Every environmentally conscious service technician should spend time learning how to check for refrigerant leaks in refrigeration and/or air conditioning systems. Ozone depletion, global warming, and the increasing price of refrigerants are forcing technicians to become better and more thorough leak detectors. This column will cover some basic methods of leak detection in refrigeration and air conditioning systems. My Nov. 7 column will look at some of the more advanced methods.


LEAK DETECTION METHODS

All sealed systems leak. The leak could be 1 pound per second or as low as 1 ounce every 10 years. Every pressurized system leaks because “flaws” exist at every joint fitting, seam, or weld. These flaws may be too small to detect with even the best of leak detection equipment. But given time, vibration, temperature, and environmental stress, these flaws become larger detectable leaks.

It is technically incorrect to state that a unit has no leaks. All equipment has leaks to some degree. A sealed system which has operated for 20 years without ever needing a charge is called a “tight system.” The equipment still has leaks, but not enough leakage to read on a gauge or affect cooling performance. No pressurized machine is perfect.

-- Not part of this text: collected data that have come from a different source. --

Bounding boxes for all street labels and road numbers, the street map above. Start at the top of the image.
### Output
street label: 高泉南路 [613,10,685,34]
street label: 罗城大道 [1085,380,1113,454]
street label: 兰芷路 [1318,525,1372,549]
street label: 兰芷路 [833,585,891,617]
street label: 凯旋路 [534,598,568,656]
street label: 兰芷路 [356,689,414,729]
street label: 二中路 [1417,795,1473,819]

A leak is not some arbitrary reading on a meter. Gas escapes at different times and at different rates. In fact, some leaks cannot be detected at the time of the leak test. Leaks may plug, and then reopen under peculiar conditions. A leak is a physical path or hole, usually of irregular dimensions. The leak may be the tail end of a fracture, a speck of dirt on a gasket, or a microgroove between fittings.

EXPOSING THE LEAK

Refrigerant vapor can flow under layers of paint, flux, rust, slag, and pipe insulation. Often the refrigerant gas may show up quite a long distance from the leak site. This is why it is important to clean the leak site by removing loose paint, slag, flux, or rust. Remove any pipe insulation. Oil and grease must also be removed from the site because they will contaminate the delicate detection tips of electronic detectors.

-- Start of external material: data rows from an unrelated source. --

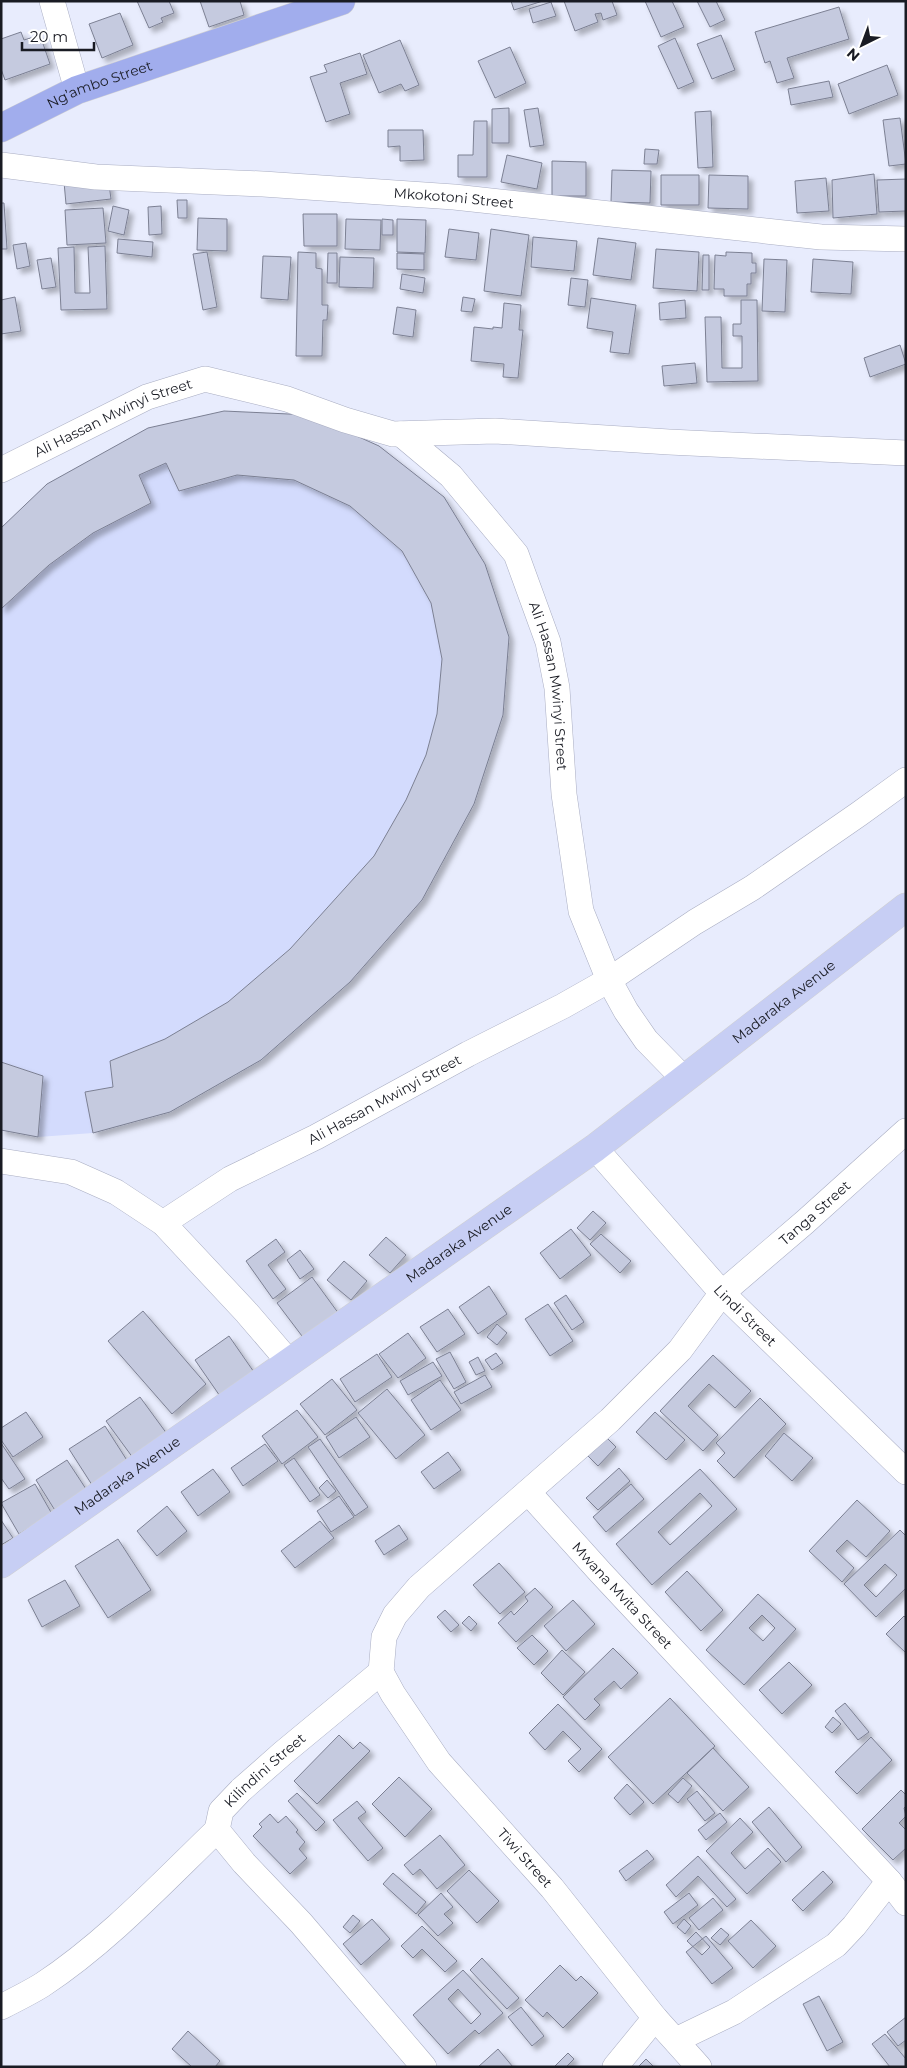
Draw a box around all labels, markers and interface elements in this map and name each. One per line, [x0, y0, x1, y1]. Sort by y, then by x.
scale bar [22, 20, 95, 52]
north arrow [837, 20, 887, 70]
text: 20 m [30, 27, 68, 46]
text: N [843, 44, 864, 65]
street label: Ng’ambo Street [44, 56, 155, 113]
street label: Mkokotoni Street [393, 184, 515, 212]
street label: Ali Hassan Mwinyi Street [31, 374, 195, 461]
street label: Ali Hassan Mwinyi Street [525, 599, 571, 771]
street label: Madaraka Avenue [729, 956, 839, 1047]
street label: Ali Hassan Mwinyi Street [305, 1050, 465, 1149]
street label: Tanga Street [775, 1176, 854, 1249]
street label: Madaraka Avenue [402, 1200, 516, 1287]
street label: Lindi Street [710, 1281, 781, 1350]
street label: Madaraka Avenue [70, 1432, 184, 1519]
street label: Mwana Mvita Street [568, 1538, 677, 1653]
street label: Kilindini Street [220, 1729, 309, 1811]
street label: Tiwi Street [494, 1824, 557, 1892]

There are six classifications of leaks.

1. Standing leaks: Standing leaks are leaks that can be detected while the unit is at rest or off. This includes freezer evaporator coils warmed up by defrost. Standing leaks, fortunately, are the most common of all leaks.

2. Pressure-dependent leaks: Pressure-dependent leaks are leaks that can only be detected as the system pressure increases. Nitrogen is used to pressurize the low sides of systems to around 150 psig, and high sides to 450 psig. Never use air or pure oxygen. Often, a refrigerant trace gas is introduced into a recovered and evacuated system along with the nitrogen. The trace gas enables electronic leak detectors to be used to detect the vicinity of the leak. Refrigerant trace gas will be covered in more detail later in the article. Pressure-dependent leak testing should be performed if no leaks are discovered by the standing leak test. Bubbles or a microfoam solution can also be used to locate pressure-dependant leaks.

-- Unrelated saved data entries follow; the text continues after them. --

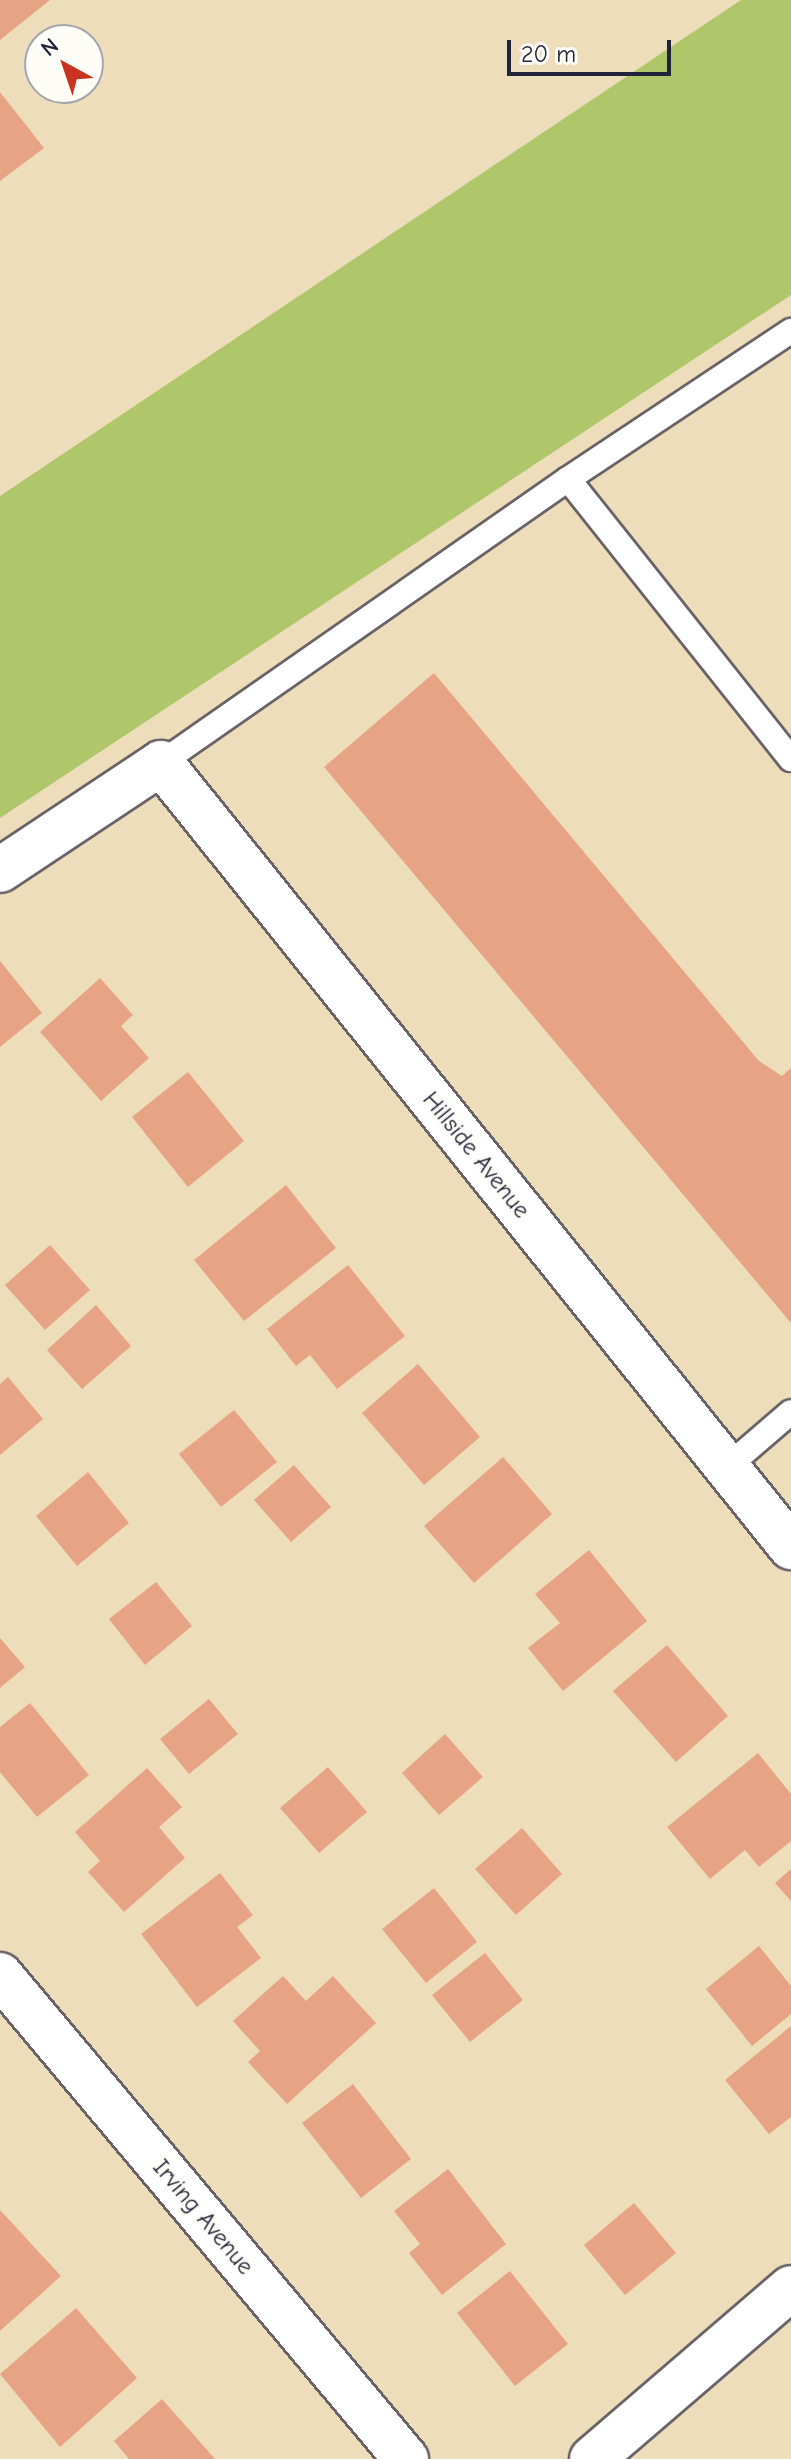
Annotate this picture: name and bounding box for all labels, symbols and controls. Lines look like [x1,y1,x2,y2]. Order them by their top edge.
north arrow [24,24,104,104]
scale bar [511,24,675,74]
text: N [36,33,64,62]
text: 20 m [521,40,576,68]
street label: Hillside Avenue [416,1086,536,1224]
street label: Irving Avenue [146,2154,260,2280]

Warning: Mixtures of nitrogen and a trace gas of refrigerant, usually of the system’s refrigerant, can be used as leak test gases because, in these cases, the trace gas is not used as a refrigerant for cooling. However, a technician cannot avoid recovering refrigerant by adding nitrogen to a charged system. Before nitrogen is added, the system must be recovered and then evacuated to appropriate levels. Otherwise, the HCFC, or HFC refrigerant trace gas vented along with the nitrogen will be considered a refrigerant. This will constitute a violation of the prohibition on venting. Also, the use of CFC as a trace gas is not permitted.

3. Temperature-dependent leaks: Temperature-dependent leaks are associated with the heat of expansion. They usually occur from high-temperature ambient air, condenser blockages, or during a defrost period.

4. Vibration-dependent leaks: Vibration-dependent leaks only occur during unit operation. The mechanical stain of motion, rotation, refrigerant flow, or valve actuation are all associated with vibration-dependent leaks.

5. Combination dependent leaks: Combination dependent leaks are flaws that require two or more conditions in order to induce leakage. For example, temperature, vibration, and pressure cause the discharge manifold on a semi-hermetic compressor to expand and seep gas.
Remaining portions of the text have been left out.